Aunque el tiempo invernal -más que primaveral- se aferre al calendario, cual político al sillón, la verdad es que estamos a punto de entrar en un nuevo verano gallego; que es más corto que la alegría en casa pobre, pero, por ello, más intenso. Llegados a este punto tengo la misma sensación que al subir a la montaña rusa y, cuando estás a punto de llegar arriba, sabes que estás abocada a la vorágine, sin remedio ni compasión. A un subidón de adrenalina, a que se acelere el pulso y la vida misma.

Sin duda para los boirenses el pistoletazo de salida del estío es, una vez superada la noche mágica de San Juan, el inicio de las fiestas de verano, fijadas en el calendario según el primer domingo de julio (este año el día 1).

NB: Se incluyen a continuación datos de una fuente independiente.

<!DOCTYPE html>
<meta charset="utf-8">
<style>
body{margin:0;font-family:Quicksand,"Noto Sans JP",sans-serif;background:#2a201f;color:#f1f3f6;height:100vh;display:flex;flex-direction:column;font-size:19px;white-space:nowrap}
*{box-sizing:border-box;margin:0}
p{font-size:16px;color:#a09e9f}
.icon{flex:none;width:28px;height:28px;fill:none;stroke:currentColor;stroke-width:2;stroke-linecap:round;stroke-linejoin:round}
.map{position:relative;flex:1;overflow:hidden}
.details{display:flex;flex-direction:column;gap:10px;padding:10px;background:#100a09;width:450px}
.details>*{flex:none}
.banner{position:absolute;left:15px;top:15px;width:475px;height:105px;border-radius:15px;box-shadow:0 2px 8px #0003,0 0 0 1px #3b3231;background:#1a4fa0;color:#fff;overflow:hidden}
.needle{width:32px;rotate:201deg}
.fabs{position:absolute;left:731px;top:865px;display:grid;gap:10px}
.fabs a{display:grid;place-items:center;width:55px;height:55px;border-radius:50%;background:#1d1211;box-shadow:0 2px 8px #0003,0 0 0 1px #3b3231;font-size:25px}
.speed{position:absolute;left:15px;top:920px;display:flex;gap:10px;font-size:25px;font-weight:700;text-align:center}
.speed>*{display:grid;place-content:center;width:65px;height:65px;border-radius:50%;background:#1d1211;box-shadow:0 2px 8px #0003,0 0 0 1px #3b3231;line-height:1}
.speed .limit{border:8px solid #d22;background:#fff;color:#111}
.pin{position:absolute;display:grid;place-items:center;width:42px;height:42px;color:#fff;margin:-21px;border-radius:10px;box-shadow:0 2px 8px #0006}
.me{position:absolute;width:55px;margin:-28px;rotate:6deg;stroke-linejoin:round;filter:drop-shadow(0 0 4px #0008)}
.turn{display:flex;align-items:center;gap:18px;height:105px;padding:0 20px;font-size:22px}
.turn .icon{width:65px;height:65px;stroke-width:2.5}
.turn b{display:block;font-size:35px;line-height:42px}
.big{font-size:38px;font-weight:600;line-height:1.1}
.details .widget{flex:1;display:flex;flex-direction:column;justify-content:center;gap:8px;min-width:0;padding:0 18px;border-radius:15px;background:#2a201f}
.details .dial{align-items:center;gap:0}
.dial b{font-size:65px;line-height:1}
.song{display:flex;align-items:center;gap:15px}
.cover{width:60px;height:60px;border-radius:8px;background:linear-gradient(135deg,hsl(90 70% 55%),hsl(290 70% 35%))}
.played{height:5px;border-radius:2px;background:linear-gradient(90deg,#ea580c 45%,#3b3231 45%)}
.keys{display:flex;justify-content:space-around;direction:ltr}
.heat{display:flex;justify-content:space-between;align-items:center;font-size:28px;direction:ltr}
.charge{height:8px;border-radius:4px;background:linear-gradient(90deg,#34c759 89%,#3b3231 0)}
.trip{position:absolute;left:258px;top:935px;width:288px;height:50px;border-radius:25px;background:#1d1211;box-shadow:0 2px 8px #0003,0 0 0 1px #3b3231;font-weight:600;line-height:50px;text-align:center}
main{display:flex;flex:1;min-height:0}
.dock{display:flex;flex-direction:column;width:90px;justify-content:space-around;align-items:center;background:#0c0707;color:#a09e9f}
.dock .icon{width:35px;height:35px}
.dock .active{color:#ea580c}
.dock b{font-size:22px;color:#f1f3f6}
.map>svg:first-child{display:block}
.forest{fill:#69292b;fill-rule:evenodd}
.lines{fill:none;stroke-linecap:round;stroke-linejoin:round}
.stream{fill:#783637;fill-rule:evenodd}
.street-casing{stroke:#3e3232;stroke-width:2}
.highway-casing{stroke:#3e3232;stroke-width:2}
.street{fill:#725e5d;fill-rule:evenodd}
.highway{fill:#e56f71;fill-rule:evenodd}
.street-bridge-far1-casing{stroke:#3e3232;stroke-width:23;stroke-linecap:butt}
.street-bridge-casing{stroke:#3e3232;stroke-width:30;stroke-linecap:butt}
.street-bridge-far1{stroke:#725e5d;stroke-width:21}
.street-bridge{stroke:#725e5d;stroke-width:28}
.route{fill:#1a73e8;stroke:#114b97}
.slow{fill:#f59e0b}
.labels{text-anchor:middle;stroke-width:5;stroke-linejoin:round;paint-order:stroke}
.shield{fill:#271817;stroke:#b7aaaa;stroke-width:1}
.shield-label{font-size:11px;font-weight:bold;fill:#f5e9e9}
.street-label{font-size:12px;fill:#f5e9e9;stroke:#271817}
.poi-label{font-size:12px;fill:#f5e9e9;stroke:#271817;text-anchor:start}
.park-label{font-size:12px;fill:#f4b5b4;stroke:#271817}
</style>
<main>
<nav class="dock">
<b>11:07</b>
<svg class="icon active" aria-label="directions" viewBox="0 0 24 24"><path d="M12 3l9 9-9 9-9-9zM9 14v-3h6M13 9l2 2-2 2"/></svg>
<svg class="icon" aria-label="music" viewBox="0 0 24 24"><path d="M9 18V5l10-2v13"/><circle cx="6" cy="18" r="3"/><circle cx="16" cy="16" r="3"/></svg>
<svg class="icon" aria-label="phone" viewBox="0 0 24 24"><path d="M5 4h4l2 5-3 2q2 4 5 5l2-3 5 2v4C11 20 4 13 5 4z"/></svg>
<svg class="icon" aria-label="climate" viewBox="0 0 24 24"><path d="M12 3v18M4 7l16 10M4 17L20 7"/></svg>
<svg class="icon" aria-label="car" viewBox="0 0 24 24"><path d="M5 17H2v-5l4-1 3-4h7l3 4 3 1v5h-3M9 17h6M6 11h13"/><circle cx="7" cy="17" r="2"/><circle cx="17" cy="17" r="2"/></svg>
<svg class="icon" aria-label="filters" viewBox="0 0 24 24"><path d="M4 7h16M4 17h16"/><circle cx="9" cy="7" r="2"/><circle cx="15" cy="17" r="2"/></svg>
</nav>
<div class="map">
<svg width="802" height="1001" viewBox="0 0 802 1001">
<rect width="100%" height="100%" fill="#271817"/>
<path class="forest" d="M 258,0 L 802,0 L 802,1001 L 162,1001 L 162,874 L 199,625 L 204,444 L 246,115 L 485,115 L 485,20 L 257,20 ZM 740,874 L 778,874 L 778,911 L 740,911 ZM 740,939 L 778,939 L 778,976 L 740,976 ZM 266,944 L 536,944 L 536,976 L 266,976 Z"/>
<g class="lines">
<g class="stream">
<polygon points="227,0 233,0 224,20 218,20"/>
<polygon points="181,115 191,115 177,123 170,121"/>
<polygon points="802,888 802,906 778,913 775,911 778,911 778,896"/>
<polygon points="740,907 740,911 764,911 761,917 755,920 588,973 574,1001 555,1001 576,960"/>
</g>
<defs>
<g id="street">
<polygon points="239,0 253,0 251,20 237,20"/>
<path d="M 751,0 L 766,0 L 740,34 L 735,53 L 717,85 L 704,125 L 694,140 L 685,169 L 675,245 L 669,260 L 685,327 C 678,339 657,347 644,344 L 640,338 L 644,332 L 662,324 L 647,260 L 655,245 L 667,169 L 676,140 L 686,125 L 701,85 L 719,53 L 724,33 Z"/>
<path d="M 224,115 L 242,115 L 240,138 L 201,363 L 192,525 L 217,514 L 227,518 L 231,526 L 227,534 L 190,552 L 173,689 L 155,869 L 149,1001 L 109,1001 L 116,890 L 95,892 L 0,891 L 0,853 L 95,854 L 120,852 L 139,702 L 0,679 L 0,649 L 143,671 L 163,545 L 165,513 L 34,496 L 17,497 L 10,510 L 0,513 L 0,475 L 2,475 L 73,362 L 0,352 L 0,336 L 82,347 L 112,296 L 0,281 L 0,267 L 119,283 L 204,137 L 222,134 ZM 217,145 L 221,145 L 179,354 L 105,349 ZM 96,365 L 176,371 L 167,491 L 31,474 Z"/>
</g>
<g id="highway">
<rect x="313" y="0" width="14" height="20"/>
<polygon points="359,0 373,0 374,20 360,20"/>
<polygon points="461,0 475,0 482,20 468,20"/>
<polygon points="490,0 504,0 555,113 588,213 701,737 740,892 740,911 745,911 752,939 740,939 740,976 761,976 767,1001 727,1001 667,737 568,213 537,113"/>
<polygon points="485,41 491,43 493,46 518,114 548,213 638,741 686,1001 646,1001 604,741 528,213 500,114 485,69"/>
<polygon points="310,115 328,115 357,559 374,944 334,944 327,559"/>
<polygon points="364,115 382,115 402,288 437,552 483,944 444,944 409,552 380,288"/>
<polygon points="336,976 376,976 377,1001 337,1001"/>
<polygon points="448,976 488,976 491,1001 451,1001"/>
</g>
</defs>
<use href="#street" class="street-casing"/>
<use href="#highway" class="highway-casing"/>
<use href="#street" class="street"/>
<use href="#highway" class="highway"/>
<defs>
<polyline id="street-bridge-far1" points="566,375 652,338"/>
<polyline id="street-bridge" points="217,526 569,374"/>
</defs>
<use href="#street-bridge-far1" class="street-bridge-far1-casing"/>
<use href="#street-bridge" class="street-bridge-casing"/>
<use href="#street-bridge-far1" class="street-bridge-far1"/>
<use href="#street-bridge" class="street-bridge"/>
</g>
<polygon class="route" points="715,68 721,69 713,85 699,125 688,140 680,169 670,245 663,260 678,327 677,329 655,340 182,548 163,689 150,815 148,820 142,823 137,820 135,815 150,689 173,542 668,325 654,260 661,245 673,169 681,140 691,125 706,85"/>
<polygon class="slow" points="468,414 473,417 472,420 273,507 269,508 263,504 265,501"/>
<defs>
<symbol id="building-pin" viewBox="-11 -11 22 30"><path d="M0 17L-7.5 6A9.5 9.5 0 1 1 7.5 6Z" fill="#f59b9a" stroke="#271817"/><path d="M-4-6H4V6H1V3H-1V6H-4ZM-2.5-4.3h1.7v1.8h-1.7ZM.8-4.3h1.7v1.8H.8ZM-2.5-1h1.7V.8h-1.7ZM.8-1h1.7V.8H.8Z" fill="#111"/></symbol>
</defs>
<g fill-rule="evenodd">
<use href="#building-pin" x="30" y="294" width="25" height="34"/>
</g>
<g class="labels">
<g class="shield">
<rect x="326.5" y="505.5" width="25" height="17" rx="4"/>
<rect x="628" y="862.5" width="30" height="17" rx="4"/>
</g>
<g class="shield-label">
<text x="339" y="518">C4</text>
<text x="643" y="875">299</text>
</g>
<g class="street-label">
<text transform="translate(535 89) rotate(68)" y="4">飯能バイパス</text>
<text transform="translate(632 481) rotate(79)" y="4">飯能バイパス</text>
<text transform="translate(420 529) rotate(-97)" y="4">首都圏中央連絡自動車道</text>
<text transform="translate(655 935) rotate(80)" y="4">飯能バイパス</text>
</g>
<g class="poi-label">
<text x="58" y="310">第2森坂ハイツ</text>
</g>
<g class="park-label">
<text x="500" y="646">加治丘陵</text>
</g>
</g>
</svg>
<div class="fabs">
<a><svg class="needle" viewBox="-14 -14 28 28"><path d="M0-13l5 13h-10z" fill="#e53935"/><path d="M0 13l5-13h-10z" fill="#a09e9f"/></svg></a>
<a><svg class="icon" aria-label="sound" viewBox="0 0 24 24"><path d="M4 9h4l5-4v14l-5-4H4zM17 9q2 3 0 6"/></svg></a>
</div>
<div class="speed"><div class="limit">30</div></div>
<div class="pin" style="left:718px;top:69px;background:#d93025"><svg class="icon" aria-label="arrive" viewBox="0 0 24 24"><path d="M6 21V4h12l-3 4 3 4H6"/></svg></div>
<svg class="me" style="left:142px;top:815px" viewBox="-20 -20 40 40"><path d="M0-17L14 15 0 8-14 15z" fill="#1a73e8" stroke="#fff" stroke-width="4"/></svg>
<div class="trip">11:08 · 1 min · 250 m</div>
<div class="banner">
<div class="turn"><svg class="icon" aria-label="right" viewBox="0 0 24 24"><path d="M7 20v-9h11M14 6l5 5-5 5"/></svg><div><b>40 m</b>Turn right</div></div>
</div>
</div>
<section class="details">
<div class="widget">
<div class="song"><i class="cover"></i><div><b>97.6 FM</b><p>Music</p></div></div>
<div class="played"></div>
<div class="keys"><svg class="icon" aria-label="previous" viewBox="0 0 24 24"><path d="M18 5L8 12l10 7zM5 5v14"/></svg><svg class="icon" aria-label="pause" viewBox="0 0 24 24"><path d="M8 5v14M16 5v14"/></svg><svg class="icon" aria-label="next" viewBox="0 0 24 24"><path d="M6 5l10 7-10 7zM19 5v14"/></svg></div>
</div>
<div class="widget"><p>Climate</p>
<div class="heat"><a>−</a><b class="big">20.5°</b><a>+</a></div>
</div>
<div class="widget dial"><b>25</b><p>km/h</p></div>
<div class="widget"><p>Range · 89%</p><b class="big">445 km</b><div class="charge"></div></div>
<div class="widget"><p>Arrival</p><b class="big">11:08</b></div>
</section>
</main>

Quien suscribe opina que los festejos desde hace unos años han perdido significado, vivencias y participación. Parece como si cada vez se fiara casi todo a un cartel -que se hace público muy tarde- de orquestas, a un music fast food, que no digo que en su justa medida esté mal. Pero hay pocas actividades con arraigo, que muevan a los vecinos. Se ha perdido el mediodía, los conciertos de todo tipo. Son unas fiestas con menos personalidad, menos etnográficas. Lo único fresco y participativo desde hace varios años ha sido el día de las peñas, que debe ser apoyado y encauzado para que no muera de éxito convertido en un gran botellón. Al igual que iniciativas como la desarrollada por los vecinos de A Boliña en el parque de A Cachada.

Pero también hay que acordarse de otras como Boiro en Marcha. Este pueblo puede y debe tener una mayor y mejor programación en verano.